Ce fut alors que mon pauvre père, étant allé entre les deux ponts surveiller la distribution des armes, eut une bien étrange vision. Mon enfant, figure-toi donc que lorsqu’il fut presque au fond de la cale du brigantin, il lui parut que les flancs du navire devenaient transparens, et qu’au travers il voyait la mer en furie, et comme éclairée d’une sorte de lueur verdâtre… et dans cette mer il crut voir des personnages pâles… pâles comme cadavres, qui passaient et repassaient le long des flancs du navire en faisant signe à mon père de venir à eux, en l’appelant… Antoine… Antoine !!! mais hélas… disant cela d’une voix qui n’était pas de ce monde [28].

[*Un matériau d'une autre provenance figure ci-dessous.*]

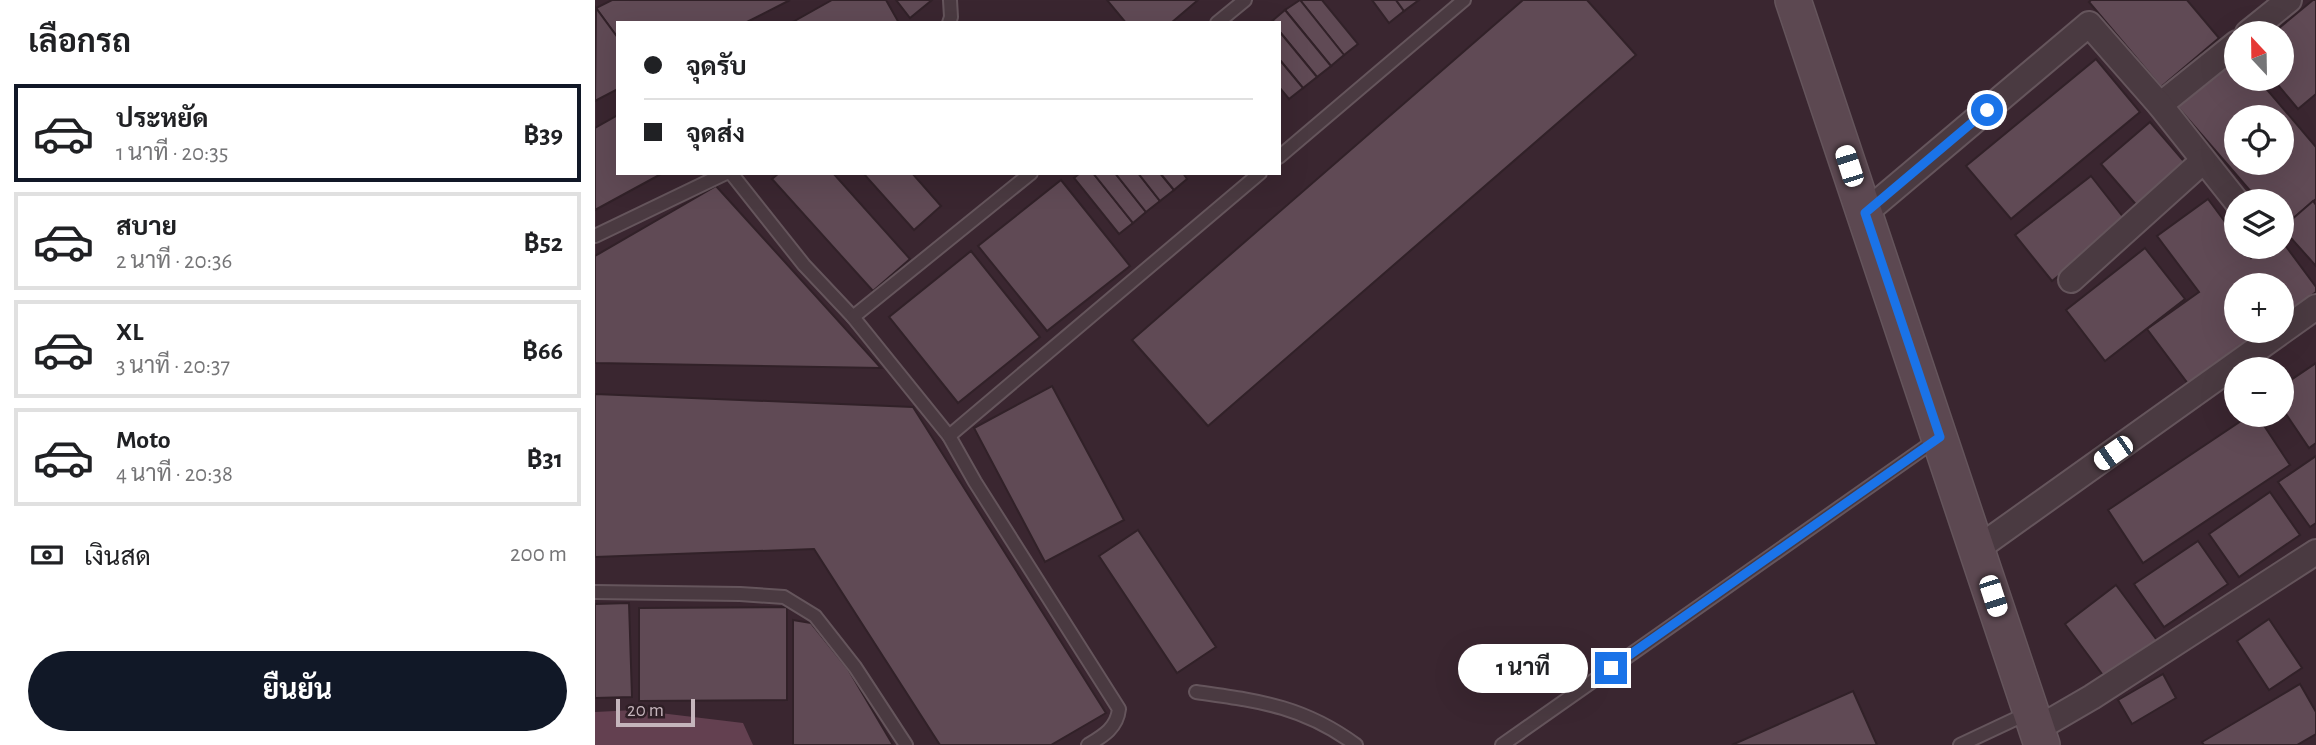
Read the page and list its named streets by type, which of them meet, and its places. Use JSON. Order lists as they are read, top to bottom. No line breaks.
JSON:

— Seigneur Dieu, voilà qui est horrible, s’écria Catherine en mettant la main sur ses yeux…

— Mais les ennemis, les Anglais… les Anglais… les a-t-on battus ? demanda le petit Bart avec impatience…

— Tout-à-l’heure, Jean, tu le sauras ; mais, pour en revenir à ton grand-père, après cette vision, il se signa, et vit là une manifestation de Dieu qui allait peut-être le rappeler à lui. Aussi se mit-il à prier dévotement ; après quoi il remonta sur le pont, et trouva le brigantin qui louvoyait toujours.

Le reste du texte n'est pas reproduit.